From an edition limited to 300 copies, this copy stamped "88." A presentation copy, inscribed by both the translator, Mrs. Edward Ayer, and her noted collector husband: "To Rollin D. Salesbury, with regards of the Translator...And best wishes and love of Edward E. Ayer." This important work, edited by Mrs. Edward Ayer, translates the memorial of Franciscan Alonso Benavides, the best account of early 17th-century New Mexico. Extensive notes by Charles F. Lummis and Frederick Webb Hodge supplement the narrative. Of the greatest interest, however, are the extraordinary gravure illustrations from photographs by Adam Clark Vroman and Charles F. Lummis. These show Indian sites and churches – or ruins of churches – in New Mexico, as well as New Mexico landscape. Beautifully printed by the firm of John Andrew & Son of Chicago, they are an overlooked photographic treasure trove from two notable 20th-century photographers of New Mexico. GRAFF 250. $1000.
First Printing of Any Portion
of the Bible in the Delaware Language13. [Bible in Delaware]: THE THREE EPISTLES OF THE APOSTLE JOHN.... New-York: Pr. for the American Bible Society, D. Fanshaw, printer, 1818. 21pp., all page numbers duplicated, in parallel English and Delaware on opposite pages. Contemporary half sheep and marbled boards. About half the backstrip is perished and the spine is now reinforced with archival tissue. Internally clean.
Christian Frederick Dencke was a Moravian missionary among the Delaware Indians. He had the distinction of seeing his translation of John’s Epistles become the first portion of the Bible to be translated and printed in the Delaware language. His translations of the Gospels of John and Matthew remain in manuscript to this day. The text in Delaware appears on the left-hand page and the English is opposite. DARLOW & MOULE 3247. AYER INDIAN LINGUISTICS (DELAWARE) 2. PILLING, PROOF-SHEETS 1020. SIEBERT SALE 79. $1800.
Moravian Mission, 1876
14. [Bible in Eskimo]: TESTAMENTITAK TAMAEDSA NALEGAPTA PIULIJIPTA JÊSUSIB KRISTUSIB APOSTELINGITALO PINIARNINGIT AJOKERTUSINGILLO. Stoplen: Gustav Winterib Nênilauktangit, 1876-1878. [4],282,225pp. Large octavo. Original blind-tooled leather. Rubbed at extremities and spine, hinges worn. Internally clean. A very good copy.
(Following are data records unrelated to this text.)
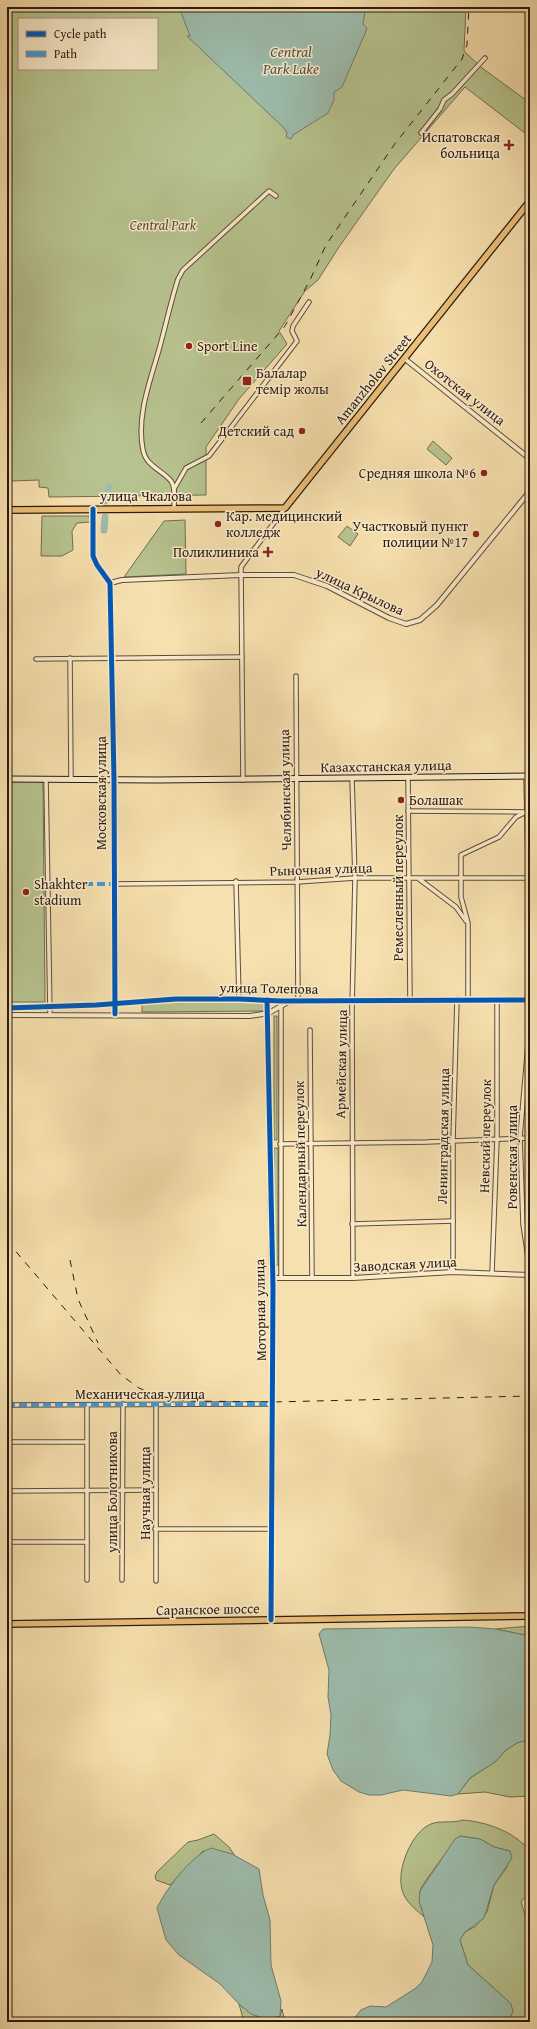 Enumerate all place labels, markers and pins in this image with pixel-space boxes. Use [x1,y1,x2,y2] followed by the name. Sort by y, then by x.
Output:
[422,127,500,163] place label: Испатовская больница
[503,139,515,151] marker: Испатовская больница
[197,336,258,356] place label: Sport Line
[184,341,194,351] marker: Sport Line
[256,363,329,399] place label: Балалар темір жолы
[241,375,253,387] marker: Балалар темір жолы
[217,421,294,441] place label: Детский сад
[297,426,307,436] marker: Детский сад
[359,463,476,483] place label: Средняя школа №6
[479,468,489,478] marker: Средняя школа №6
[226,506,342,542] place label: Кар. медицинский колледж
[353,516,468,552] place label: Участковый пункт полиции №17
[213,519,223,529] marker: Кар. медицинский колледж
[471,529,481,539] marker: Участковый пункт полиции №17
[173,542,259,562] place label: Поликлиника
[262,546,274,558] marker: Поликлиника
[409,790,464,810] place label: Болашак
[396,795,406,805] marker: Болашак
[34,874,88,910] place label: Shakhter stadium
[21,887,31,897] marker: Shakhter stadium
"Printed for the British and Foreign Bible Society in London, for the use of the Moravian Mission in Labrador." The first section, containing Gospels and Acts, first appeared in 1876. The second part, Romans to Revelations, was printed in 1878, and includes a list of errata to the first part and a note. Early editions of Gospels were published in 1810, 1813, and 1839; Acts in 1816; and Epistles in 1819. A revised edition of the whole New Testament was published for the first time in one volume in 1840. (See Darlow & Moule 3508-11, 3515, 3516.) Not in Ayer. PILLING, ESKIMO, p.89. BANKS, p.76. LANDE, MORAVIAN MISSIONS 59. EVANS 303. DARLOW & MOULE 3522. $1850.
15. Bledsoe, A.J.: INDIAN WARS OF THE NORTHWEST. A CALIFORNIA SKETCH. San Francisco. 1885. 505pp., with errata slip pasted in. Original gilt cloth. Extremities worn and frayed, front free endsheet excised. Bit tanned, else internally quite good.
"Best record of the California Indian troubles to 1865" – Howes. "A valuable and scarce book dealing with the settlement of the northwest coast counties of California, and treating in detail the many Indian uprisings of Trinity, Humboldt, and Del Norte counties during the first fifteen years of California’s statehood. In this book a full account is given of the discovery of Humboldt Bay by Dr. Josiah Gregg of Commerce of the Prairies fame..." – Zamorano 80. COWAN, p.57. STREETER SALE 2990. HOWES B529, "aa." ZAMORANO 80, 6. GRAFF 328. $400.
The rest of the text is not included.